Denys van Kempen provides a broad overview on materials to get started with SAP HANA Machine Learning in this blog. You will find links to the documentation, recent demo videos as well as code samples in this collection:

With our simple SQL interface, developers and data scientists can easily work with all the features of the SAP HANA database and integrate them with any other SQL-based solution. While SQL is considered the third most popular language for Machine Learning, we are nevertheless aware of the fact that there are other scripting languages even more popular with data scientists being specifically Python and R.

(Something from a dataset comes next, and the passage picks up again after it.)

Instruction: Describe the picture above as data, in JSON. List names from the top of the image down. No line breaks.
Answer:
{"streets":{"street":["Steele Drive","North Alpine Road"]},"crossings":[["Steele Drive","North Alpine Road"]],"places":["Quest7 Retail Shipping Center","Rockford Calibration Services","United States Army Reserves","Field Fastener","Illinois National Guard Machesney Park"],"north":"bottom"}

To get started with the Python and R APIs, you might want to take look at our initial release blog post, from Arun Godwin Patel:

Arun also wrote two great articles on the power of the SAP HANA dataframe object that is introduced with the APIs. It builds the foundation of all the Machine Learning features in the library, so understanding it is important for all the following articles:

Last but not least, he introduces us to the Explanatory Data Analysis feature. This toolset specifically allows us to visually explore data using different graphics and charts, while benefiting from the remote execution of aggregation statements.

Are you looking for the ultimate step-by-step guide on how to get started with Python and Machine Learning in SAP HANA Cloud? Well, Andreas Forster has you covered with this article:

Too much Python around here so far from your perspective? Perfect timing to spotlight our R API!

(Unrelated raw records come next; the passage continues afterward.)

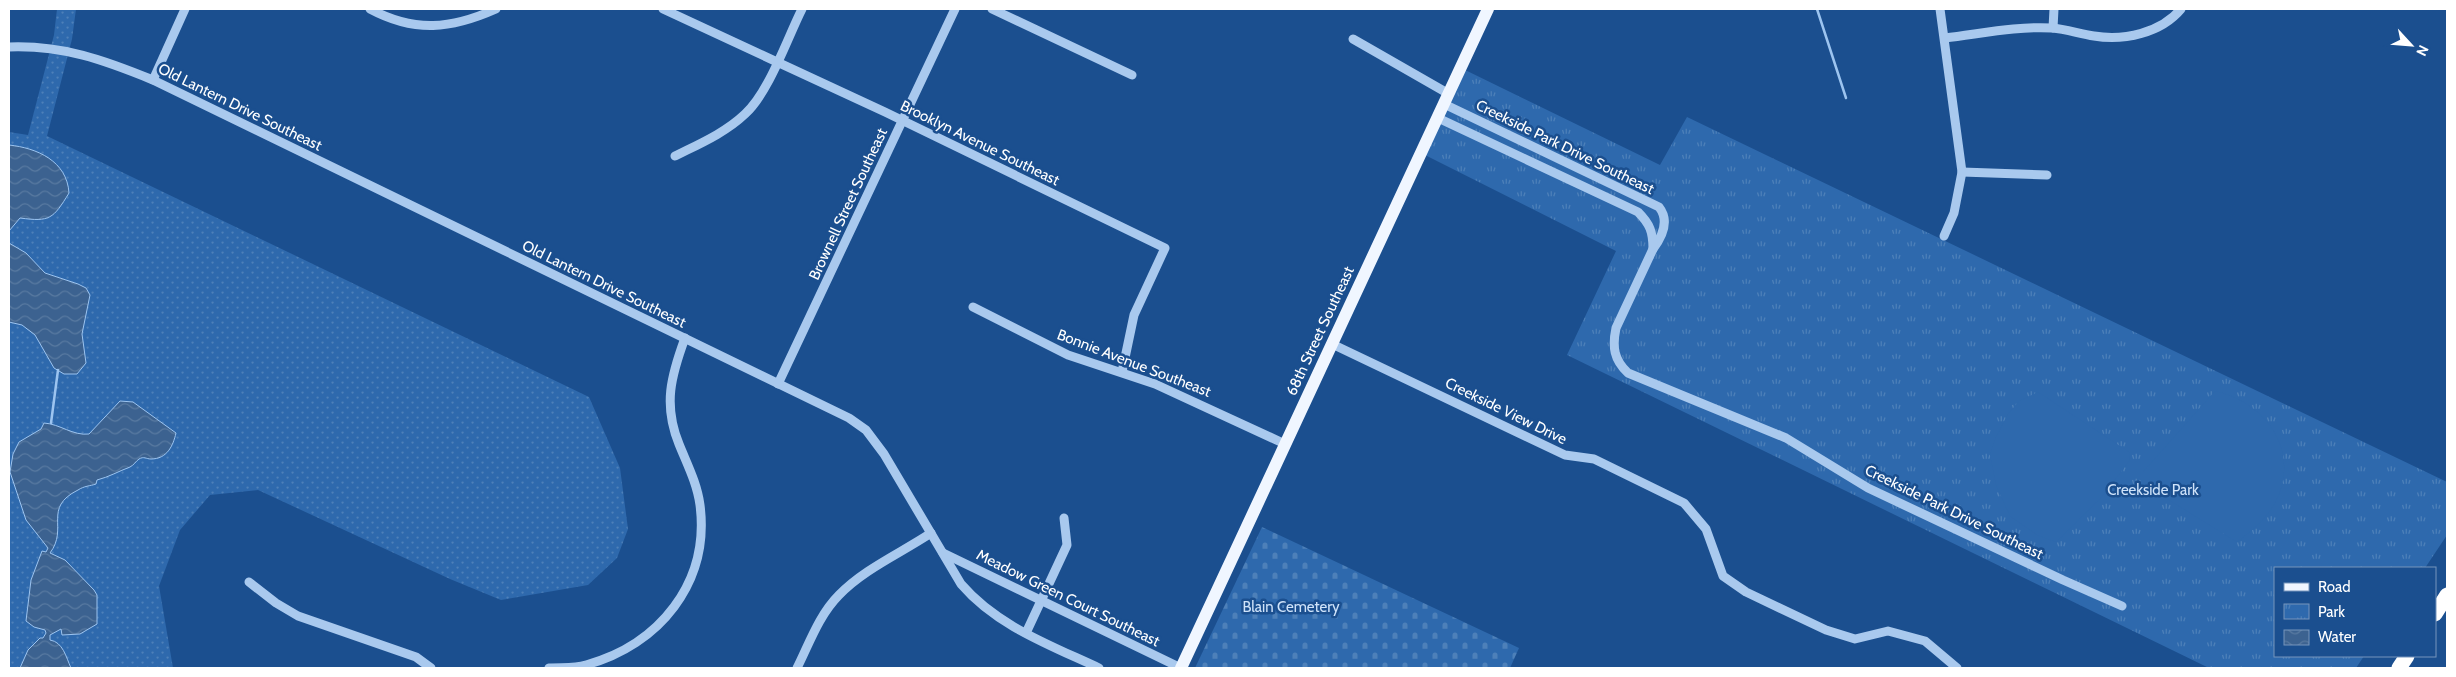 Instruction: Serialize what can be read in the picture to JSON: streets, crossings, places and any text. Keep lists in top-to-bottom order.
{
  "streets": {
    "main road": ["68th Street Southeast"],
    "street": [
      "Old Lantern Drive Southeast",
      "Brooklyn Avenue Southeast",
      "Creekside Park Drive Southeast",
      "Brownell Street Southeast",
      "Bonnie Avenue Southeast",
      "Creekside View Drive",
      "Meadow Green Court Southeast"
    ]
  },
  "crossings": [
    ["Old Lantern Drive Southeast", "Brownell Street Southeast"],
    ["Old Lantern Drive Southeast", "Meadow Green Court Southeast"],
    ["Brooklyn Avenue Southeast", "Brownell Street Southeast"],
    ["Brooklyn Avenue Southeast", "Bonnie Avenue Southeast"],
    ["Creekside Park Drive Southeast", "68th Street Southeast"],
    ["68th Street Southeast", "Bonnie Avenue Southeast"],
    ["68th Street Southeast", "Creekside View Drive"],
    ["68th Street Southeast", "Meadow Green Court Southeast"]
  ],
  "parks": ["Creekside Park", "Blain Cemetery"],
  "legend": ["Road", "Park", "Water"],
  "north": "bottom right"
}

Yannick Shaper prepared two articles on the basics of working with R and SAP HANA, and the integration of R-based SAP HANA Machine Learning within a Shiny App:

After taking the first steps into Machine Learning models, you might want to bring them to life in a production scenario. But before doing that, make sure the model meets your quality criteria!

Raymond Yao has prepared a great example of how to use the new Model Report for that. It assists in understanding and debriefing a trained model by displaying model statistics, variable importance and standard metrics.

 

Machine Learning Operationalization

Maintenance of the Machine Learning model lifecycle and especially versioning of different states of a model is an important part of making Machine Learning enterprise ready. This article from Xin Chen explains the details of how to set up a model storage in SAP HANA using the Python client for Machine Learning:

For managing and orchestration of large Data Science and Machine Learning architectures, SAP Data Intelligence comes into play. In this article Andreas Forster explains how to leverage the Python client for SAP HANA Machine Learning with the Jupyter Notebook operator in Data Intelligence:

To make Machine Learning part of a complex data processing workflow, you can include SAP HANA Machine Learning in your SAP Data Intelligence pipelines. The following article from Andreas gives you all the details to get started:

Your data resides in SAP Data Warehouse Cloud together with your business reports, but you don’t want to miss the power of SAP HANA Machine Learning? We’ve got you covered! Learn how to leverage SAP HANA Machine Learning from DWC:

Your scenario requires SAP HANA Machine Learning on data stored in SAP HANA, but the predictions need to be executed in an independent environment? Deploying the JavaScript export of your APL model might be an option. Learn from Andreas how to do this in this article:

One of the most common scenarios for SAP HANA Machine Learning is the implementation in the context of ABAP-based SAP applications, like SAP S/4HANA or SAP BW/4HANA.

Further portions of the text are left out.